Without pictures, retype the following entries exactly.

Excerpted data Start Marker

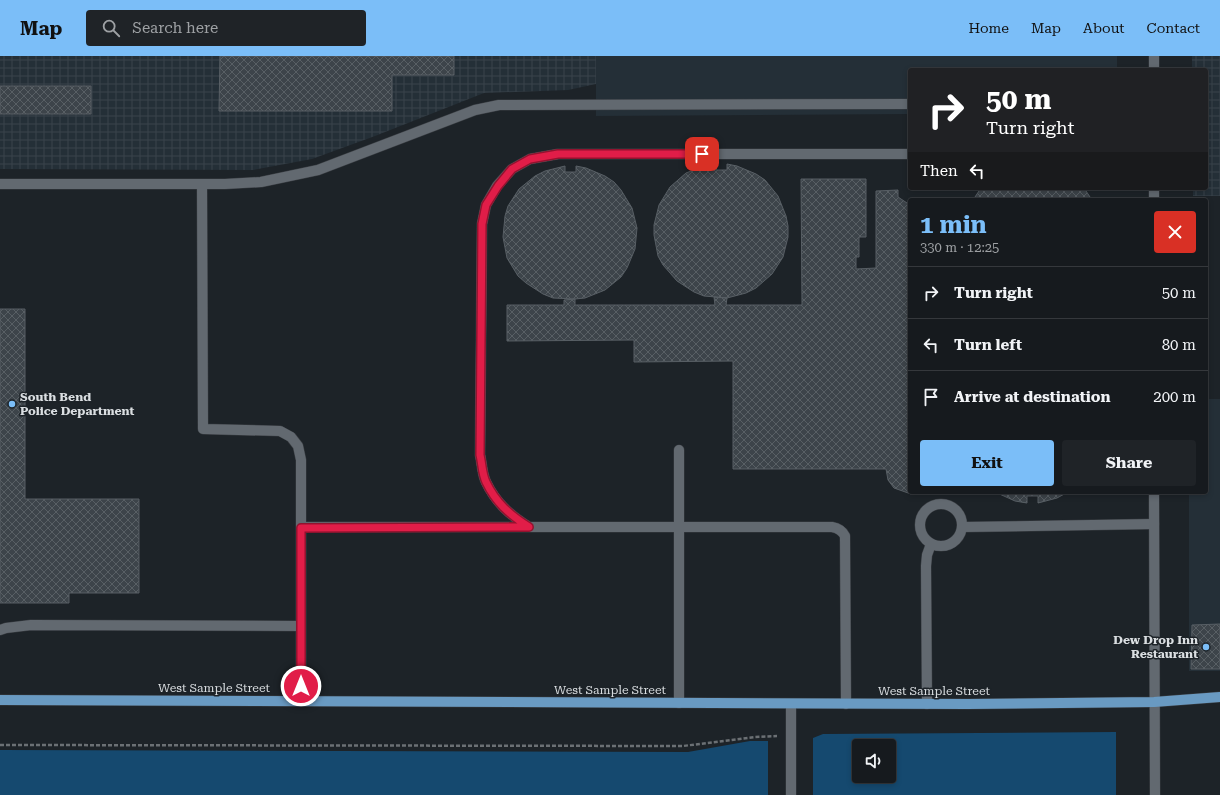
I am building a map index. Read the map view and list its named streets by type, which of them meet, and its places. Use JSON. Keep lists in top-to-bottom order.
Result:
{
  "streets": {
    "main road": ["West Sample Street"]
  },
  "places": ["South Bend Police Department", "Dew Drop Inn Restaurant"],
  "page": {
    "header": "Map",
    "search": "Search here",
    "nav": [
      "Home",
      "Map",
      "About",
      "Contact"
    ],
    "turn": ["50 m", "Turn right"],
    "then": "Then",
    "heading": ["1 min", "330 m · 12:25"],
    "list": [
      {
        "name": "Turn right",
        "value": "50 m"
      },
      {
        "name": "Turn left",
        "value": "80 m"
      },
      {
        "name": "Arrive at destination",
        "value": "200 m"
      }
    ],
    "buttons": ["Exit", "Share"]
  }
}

Excerpted data End Marker

= Written reply =
I am building a map index. Read the map view and list its named streets by type, which of them meet, and its places. Use JSON. Keep lists in top-to-bottom order.
Result:
{
  "streets": {
    "main road": ["West Sample Street"]
  },
  "places": ["South Bend Police Department", "Dew Drop Inn Restaurant"],
  "page": {
    "header": "Map",
    "search": "Search here",
    "nav": [
      "Home",
      "Map",
      "About",
      "Contact"
    ],
    "turn": ["50 m", "Turn right"],
    "then": "Then",
    "heading": ["1 min", "330 m · 12:25"],
    "list": [
      {
        "name": "Turn right",
        "value": "50 m"
      },
      {
        "name": "Turn left",
        "value": "80 m"
      },
      {
        "name": "Arrive at destination",
        "value": "200 m"
      }
    ],
    "buttons": ["Exit", "Share"]
  }
}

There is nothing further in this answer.